41) [T] Subtract the infinite series of $$\displaystyle ln(1−x)$$ from $$\displaystyle ln(1+x)$$ to get a power series for $$\displaystyle ln(\frac{1+x}{1−x})$$. Evaluate at $$\displaystyle x=\frac{1}{3}$$. What is the smallest N such that the Nth partial sum of this series approximates $$\displaystyle ln(2)$$ with an error less than 0.001?

Solution: We have $$\displaystyle ln(1−x)=−\sum_{n=1}^∞\frac{x^n}{n}$$ so $$\displaystyle ln(1+x)=\sum_{n=1}^∞(−1)^{n−1}\frac{x^n}{n}$$. Thus, $$\displaystyle ln(\frac{1+x}{1−x})=\sum_{n=1}^∞(1+(−1)^{n−1})\frac{x^n}{n}=2\sum_{n=1}^∞\frac{x^{2n−1}}{2n−1}$$. When $$\displaystyle x=\frac{1}{3}$$ we obtain $$\displaystyle ln(2)=2\sum_{n=1}^∞\frac{1}{3^{2n−1}(2n−1)}$$. We have $$\displaystyle 2\sum_{n=1}^3\frac{1}{3^{2n−1}(2n−1)}=0.69300…$$, while $$\displaystyle 2\sum_{n=1}^4\frac{1}{3^{2n−1}(2n−1)}=0.69313…$$ and $$\displaystyle ln(2)=0.69314…;$$ therefore, $$\displaystyle N=4$$.

In the following exercises, using a substitution if indicated, express each series in terms of elementary functions and find the radius of convergence of the sum.

42) $$\displaystyle \sum_{k=0}^∞(x^k−x^{2k+1})$$

43) $$\displaystyle \sum_{k=1}^∞\frac{x^{3k}}{6k}$$

Solution: $$\displaystyle \sum_{k=1}^∞\frac{x^k}{k}=−ln(1−x)$$ so $$\displaystyle \sum_{k=1}6∞\frac{x^{3k}}{6k}=−\frac{1}{6}ln(1−x^3)$$. The radius of convergence is equal to 1 by the ratio test.
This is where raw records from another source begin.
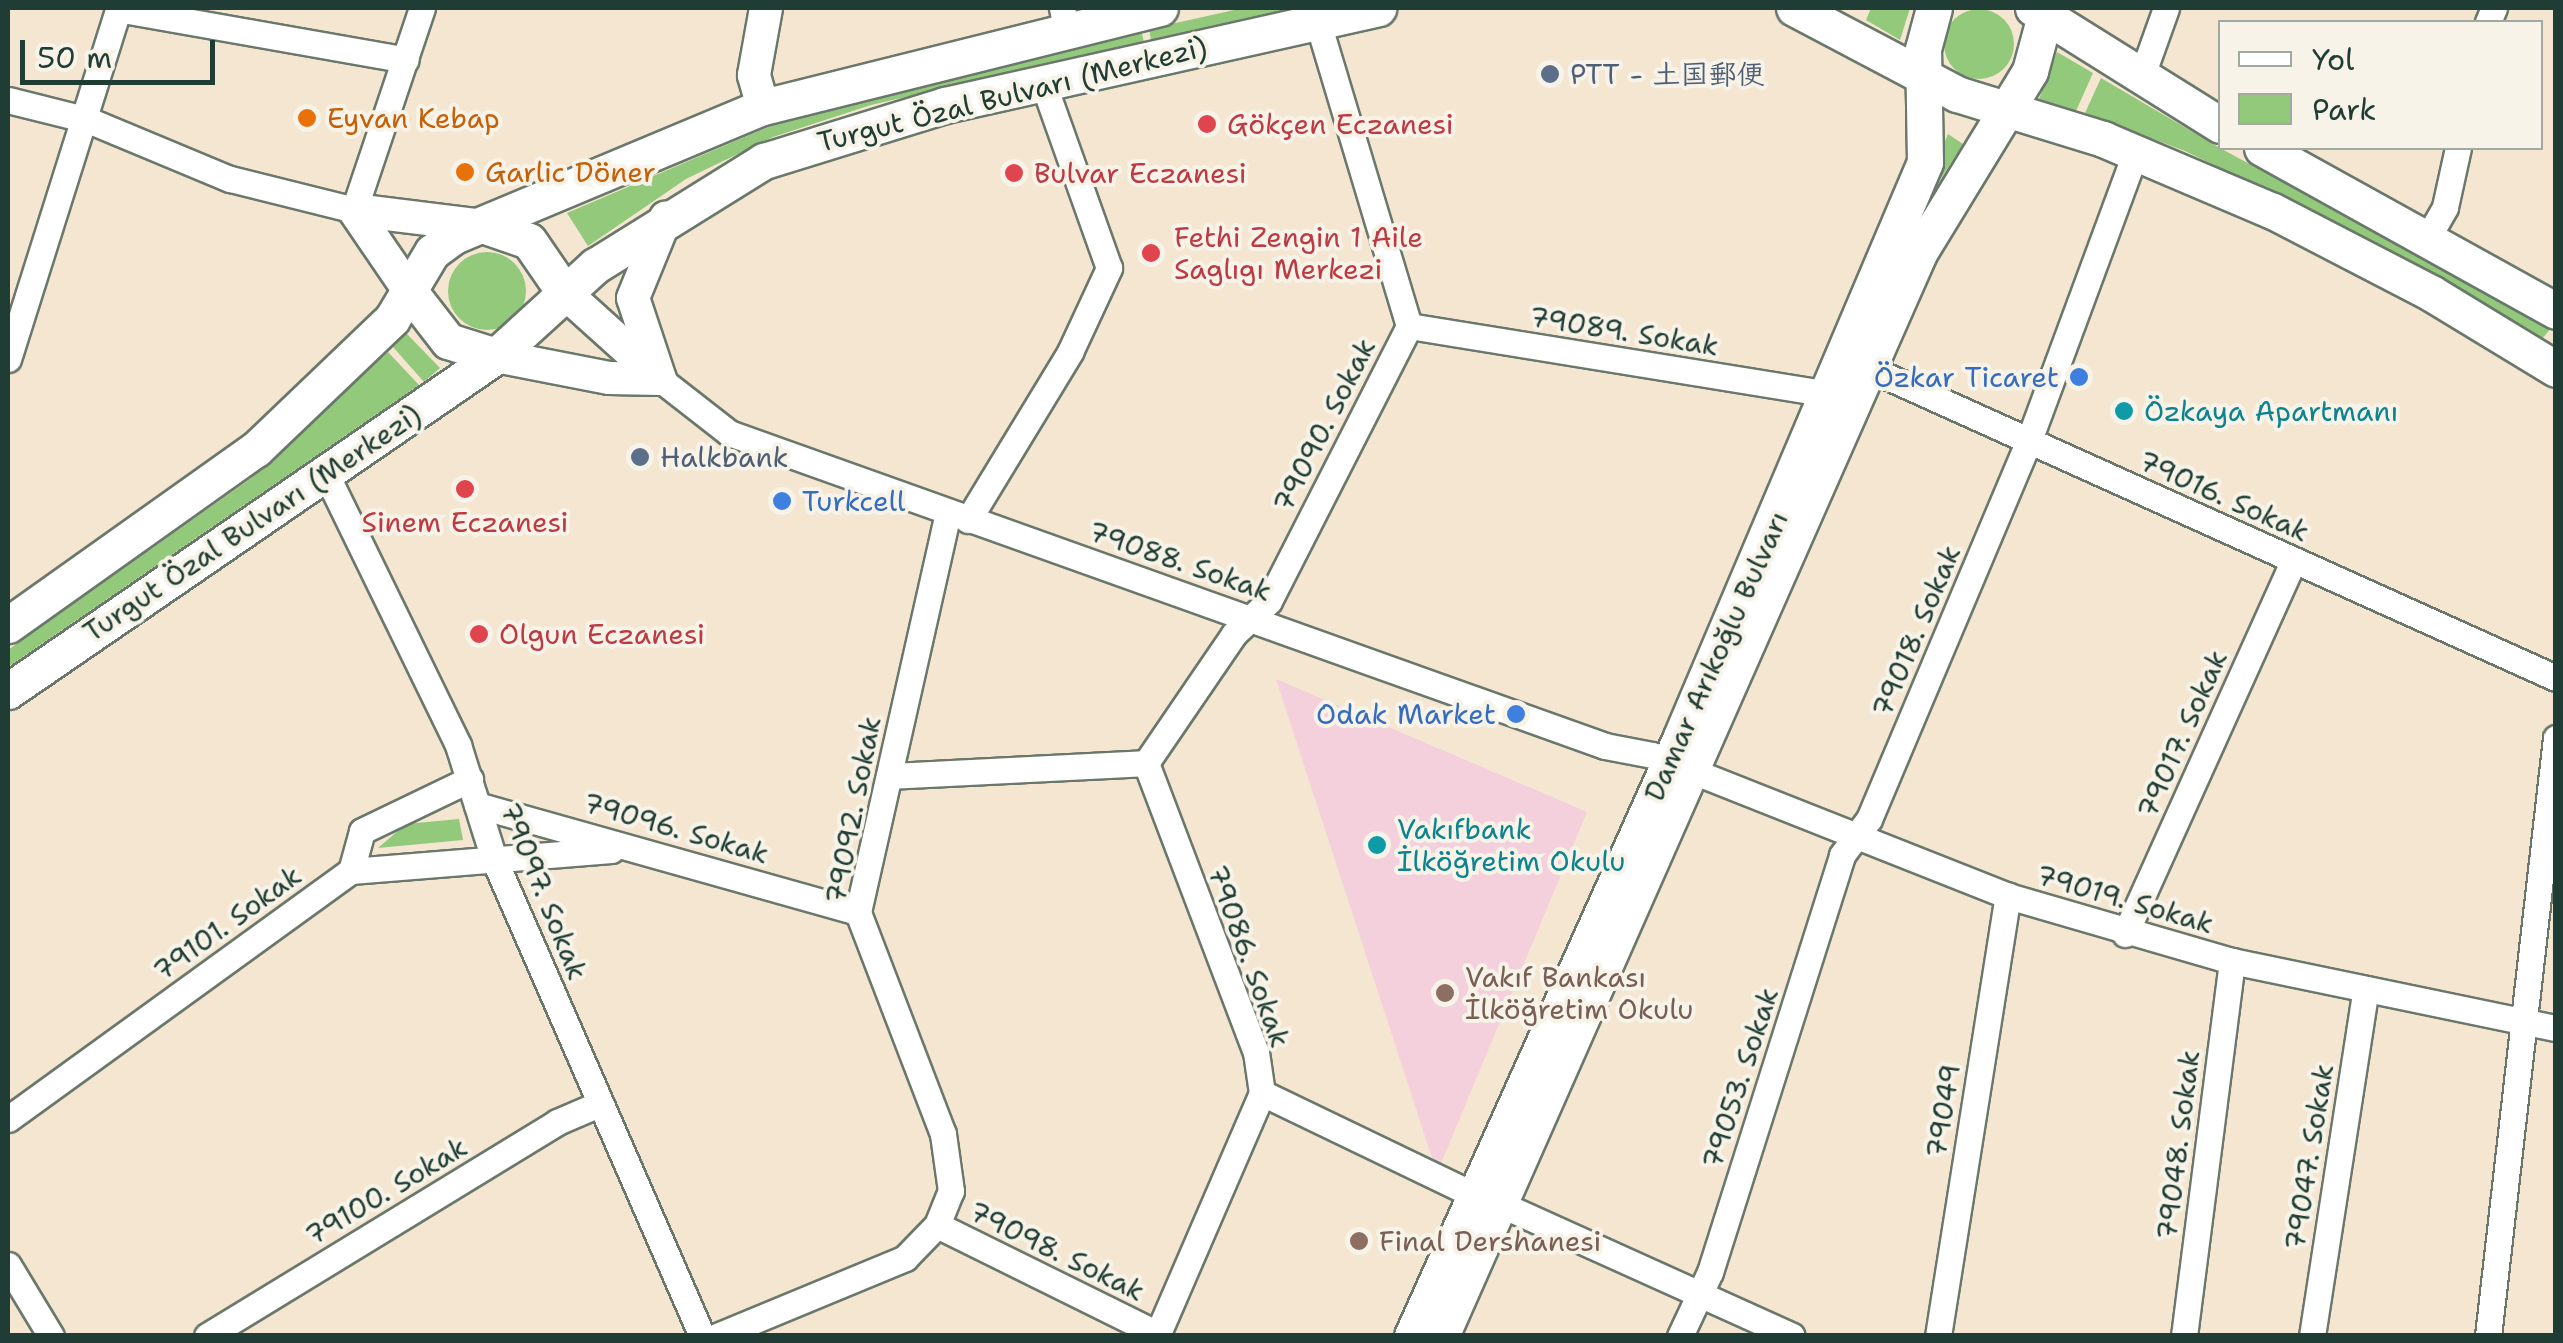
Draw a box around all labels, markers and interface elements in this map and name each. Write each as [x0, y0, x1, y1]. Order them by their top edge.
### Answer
scale bar [25, 20, 220, 82]
legend [2218, 20, 2543, 150]
street label: Turgut Özal Bulvarı (Merkezi) [814, 29, 1210, 159]
text: 50 m [37, 37, 112, 78]
text: Yol [2312, 39, 2354, 80]
place label: PTT - 土国郵便 [1570, 57, 1764, 91]
marker: PTT - 土国郵便 [1539, 63, 1561, 85]
text: Park [2312, 89, 2376, 130]
place label: Eyvan Kebap [327, 101, 500, 135]
marker: Eyvan Kebap [296, 107, 318, 129]
place label: Gökçen Eczanesi [1227, 107, 1454, 141]
marker: Gökçen Eczanesi [1196, 113, 1218, 135]
place label: Garlic Döner [485, 155, 656, 189]
place label: Bulvar Eczanesi [1034, 156, 1247, 190]
marker: Garlic Döner [454, 161, 476, 183]
marker: Bulvar Eczanesi [1003, 162, 1025, 184]
place label: Fethi Zengin 1 Aile Saglıgı Merkezi [1174, 220, 1423, 286]
marker: Fethi Zengin 1 Aile Saglıgı Merkezi [1138, 240, 1164, 266]
street label: 79089. Sokak [1527, 299, 1721, 363]
street label: 79090. Sokak [1266, 332, 1382, 518]
place label: Özkar Ticaret [1874, 360, 2059, 394]
marker: Özkar Ticaret [2068, 366, 2090, 388]
place label: Özkaya Apartmanı [2144, 394, 2398, 428]
street label: Turgut Özal Bulvarı (Merkezi) [77, 397, 427, 649]
marker: Özkaya Apartmanı [2113, 400, 2135, 422]
place label: Halkbank [660, 440, 789, 474]
street label: 79016. Sokak [2134, 443, 2314, 549]
marker: Halkbank [629, 446, 651, 468]
marker: Sinem Eczanesi [454, 478, 476, 500]
place label: Turkcell [802, 484, 905, 518]
marker: Turkcell [771, 490, 793, 512]
place label: Sinem Eczanesi [361, 505, 569, 539]
street label: Damar Arıkoğlu Bulvarı [1637, 506, 1795, 806]
street label: 79088. Sokak [1084, 514, 1276, 608]
street label: 79018. Sokak [1865, 540, 1967, 722]
place label: Olgun Eczanesi [499, 617, 705, 651]
marker: Olgun Eczanesi [468, 623, 490, 645]
street label: 79017. Sokak [2130, 645, 2234, 823]
place label: Odak Market [1316, 697, 1496, 731]
marker: Odak Market [1505, 703, 1527, 725]
street label: 79092. Sokak [818, 713, 888, 907]
street label: 79096. Sokak [579, 785, 773, 871]
street label: 79097. Sokak [493, 797, 595, 985]
place label: Vakıfbank İlköğretim Okulu [1397, 812, 1625, 878]
marker: Vakıfbank İlköğretim Okulu [1366, 834, 1388, 856]
street label: 79101. Sokak [147, 858, 307, 988]
street label: 79019. Sokak [2032, 858, 2218, 940]
street label: 79086. Sokak [1200, 860, 1298, 1052]
place label: Vakıf Bankası İlköğretim Okulu [1465, 960, 1693, 1026]
marker: Vakıf Bankası İlköğretim Okulu [1434, 982, 1456, 1004]
street label: 79053. Sokak [1695, 983, 1785, 1173]
street label: 79048. Sokak [2150, 1048, 2206, 1242]
street label: 79049 [1919, 1062, 1967, 1160]
street label: 79047. Sokak [2278, 1062, 2340, 1252]
street label: 79100. Sokak [299, 1130, 473, 1252]
street label: 79098. Sokak [964, 1194, 1150, 1308]
place label: Final Dershanesi [1379, 1224, 1601, 1258]
marker: Final Dershanesi [1348, 1230, 1370, 1252]

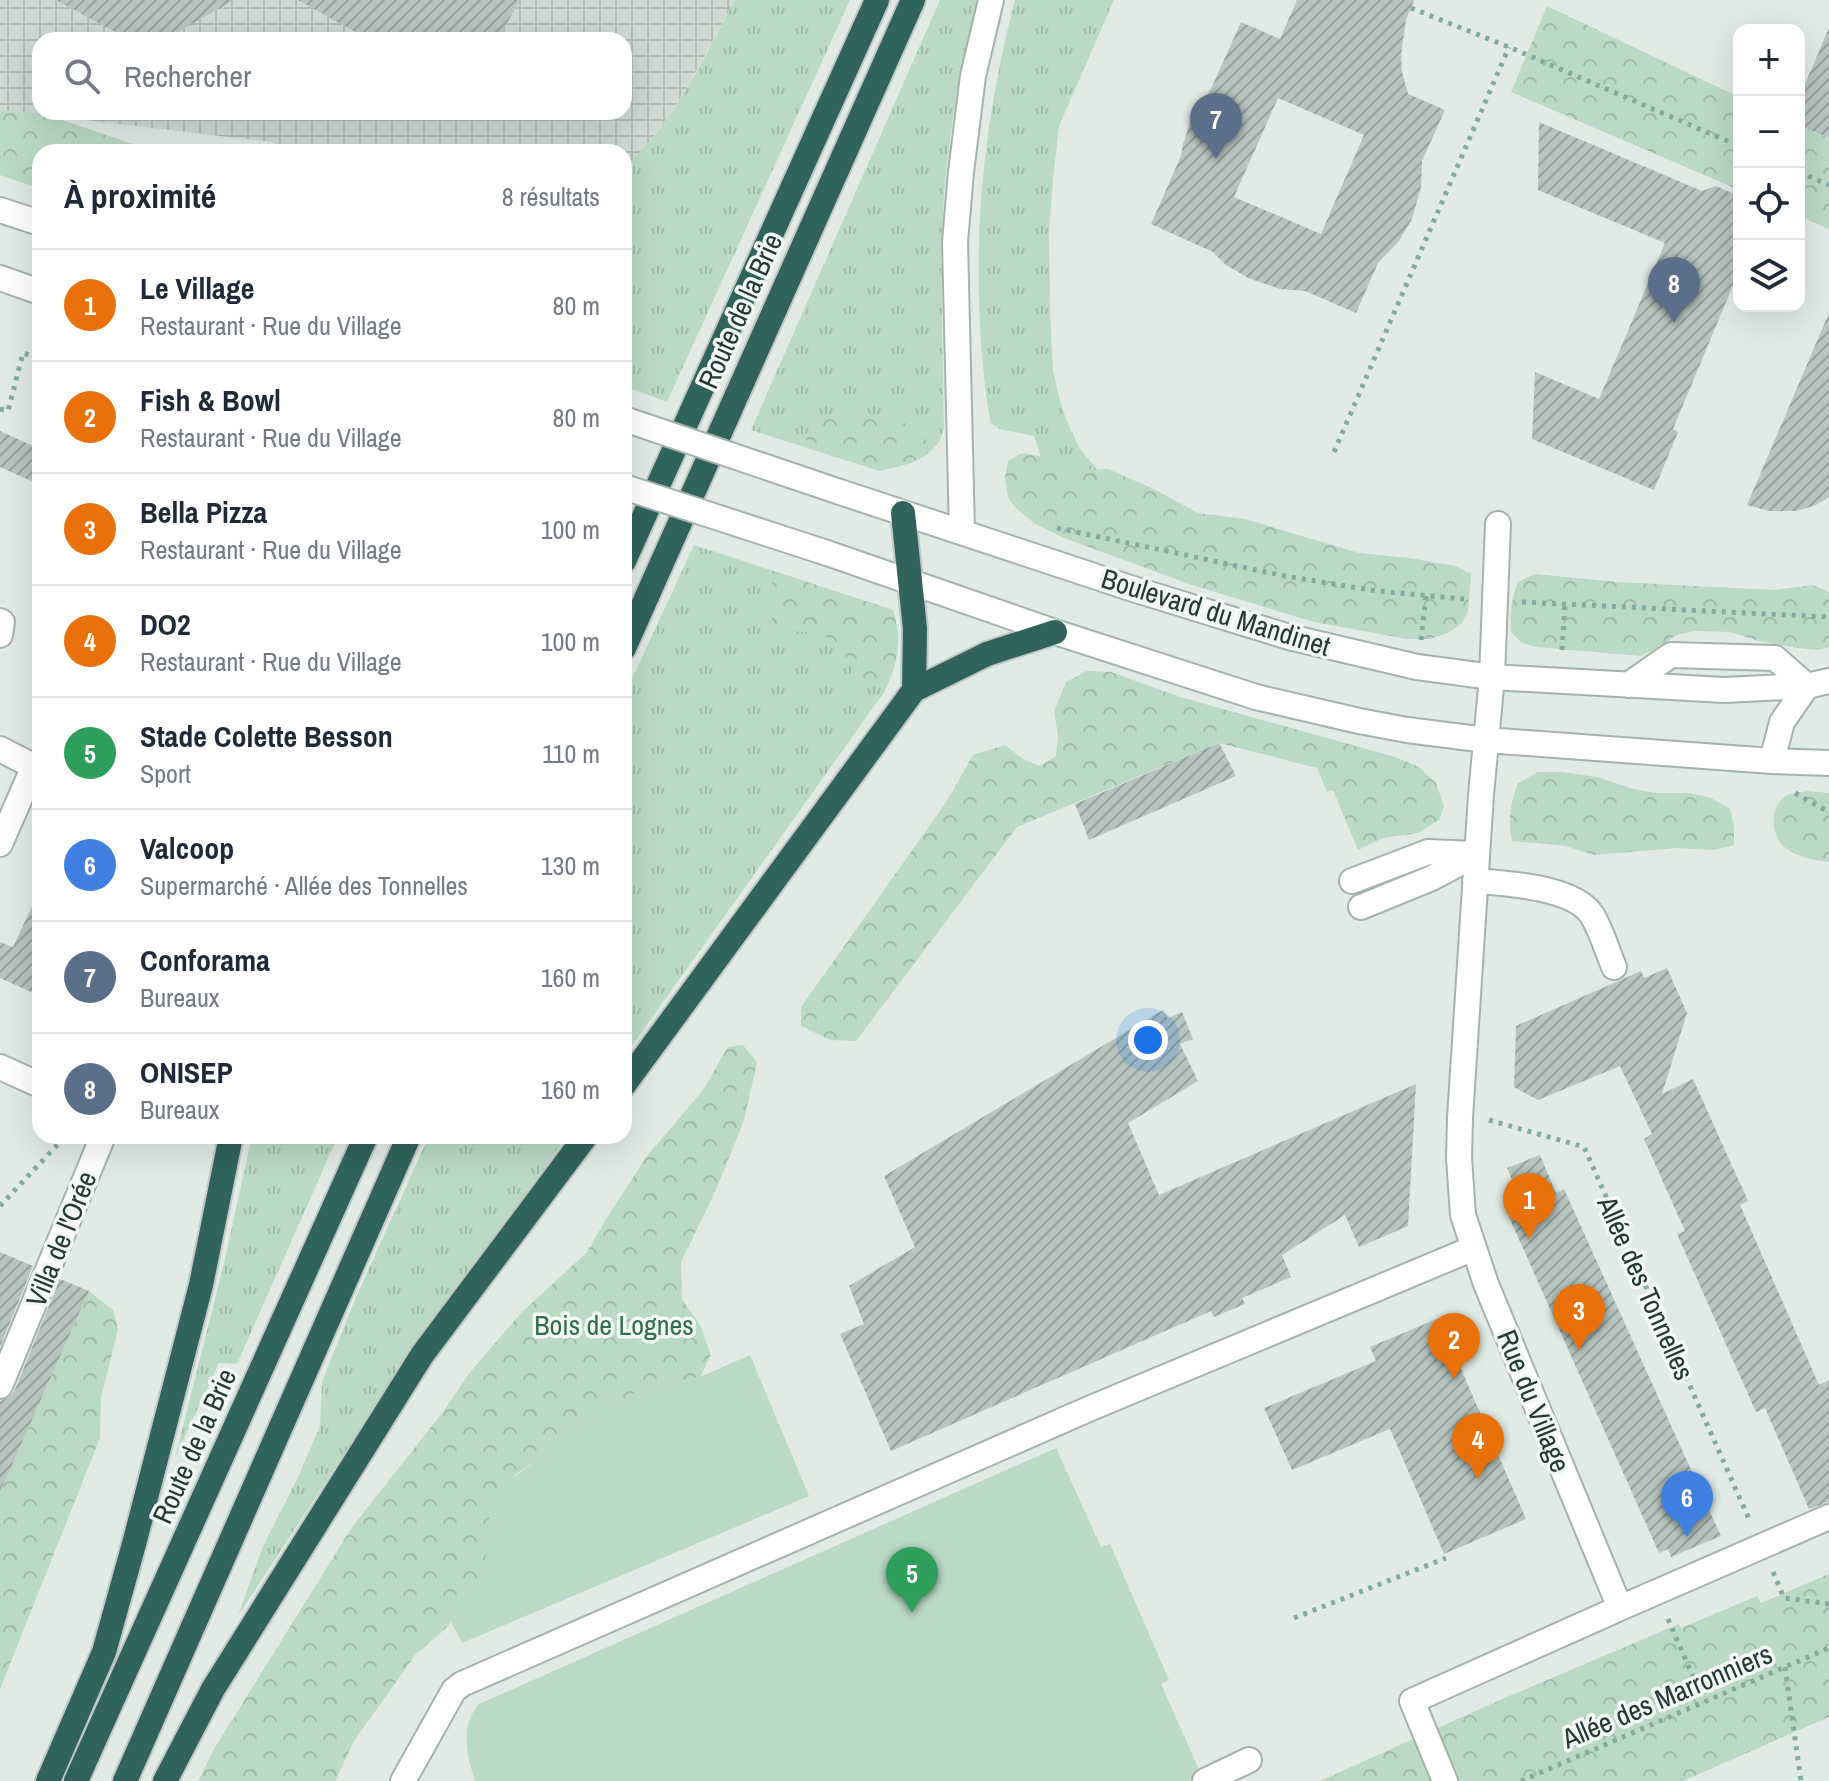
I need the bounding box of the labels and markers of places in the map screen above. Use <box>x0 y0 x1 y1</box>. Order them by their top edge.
pin: 7 <box>1190 93 1242 159</box>
pin: 8 <box>1648 257 1700 323</box>
pin: 1 <box>1503 1173 1555 1239</box>
pin: 3 <box>1553 1284 1605 1350</box>
pin: 2 <box>1428 1313 1480 1379</box>
pin: 4 <box>1452 1413 1504 1479</box>
pin: 6 <box>1661 1471 1713 1537</box>
pin: 5 <box>886 1547 938 1613</box>

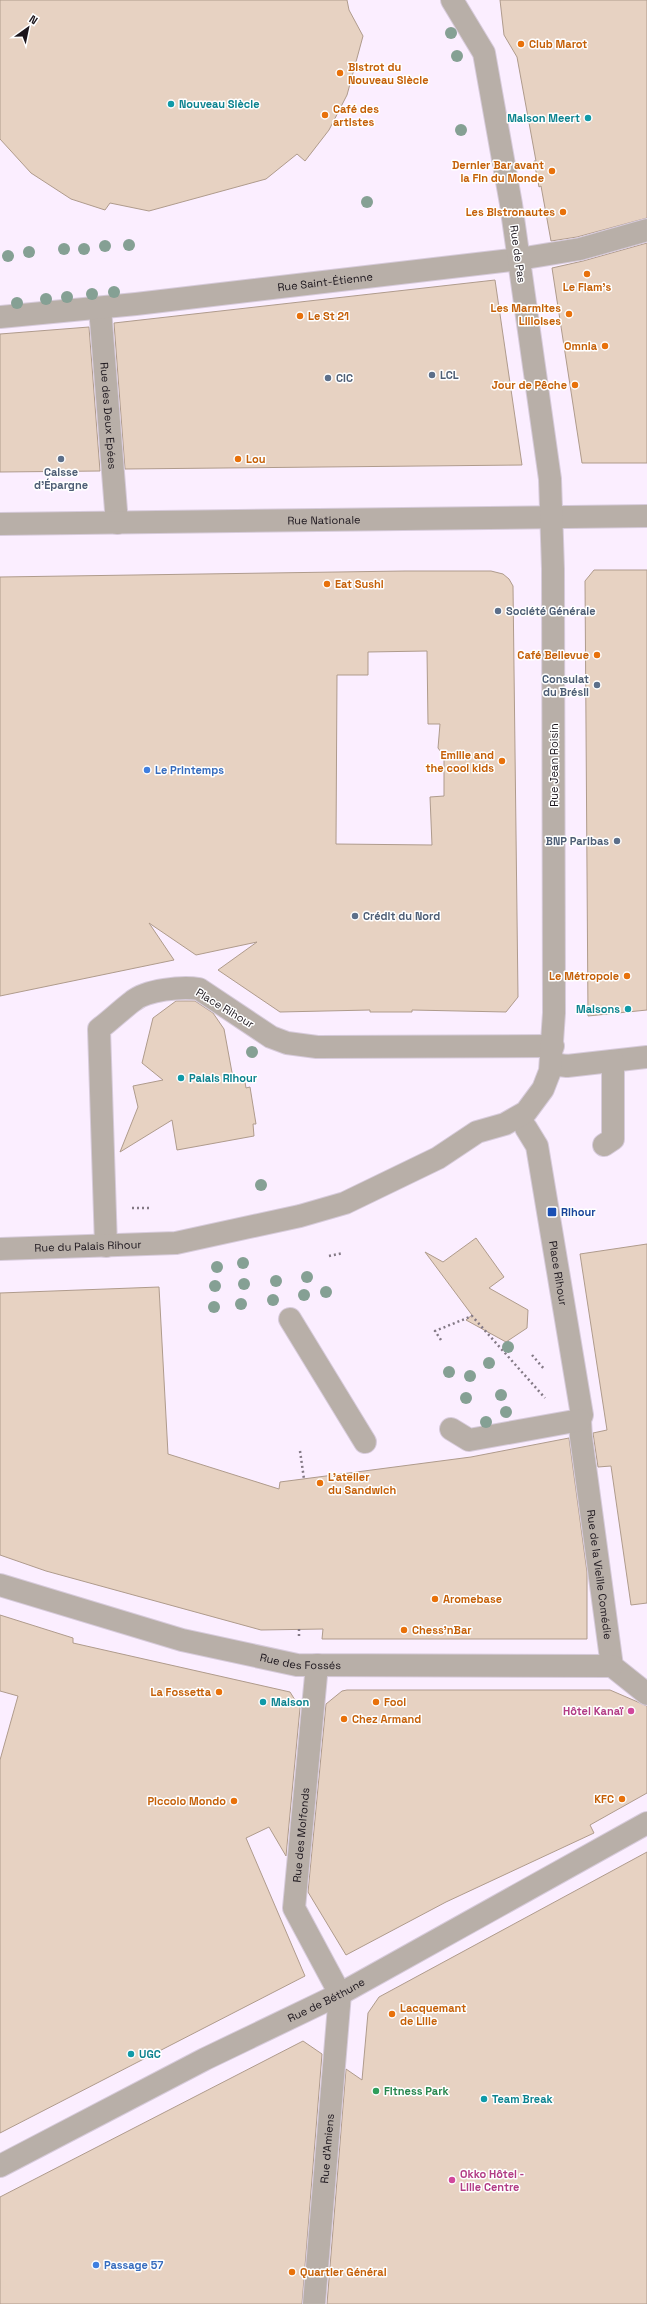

44) $$\displaystyle \sum_{k=1}^∞(1+x^2)^{−k}$$ using $$\displaystyle y=\frac{1}{1+x^2}$$

45) $$\displaystyle \sum_{k=1}^∞2^{−kx}$$ using $$\displaystyle y=2^{−x}$$

Solution: If $$\displaystyle y=2^{−x}$$, then $$\displaystyle \sum_{k=1}^∞y^k=\frac{y}{1−y}=\frac{2^{−x}}{1−2^{−x}}=\frac{1}{2^x−1}$$. If $$\displaystyle a_k=2^{−kx}$$, then $$\displaystyle \frac{a_{k+1}}{a_k}=2^{−x}<1$$ when $$\displaystyle x>0$$. So the series converges for all $$\displaystyle x>0$$.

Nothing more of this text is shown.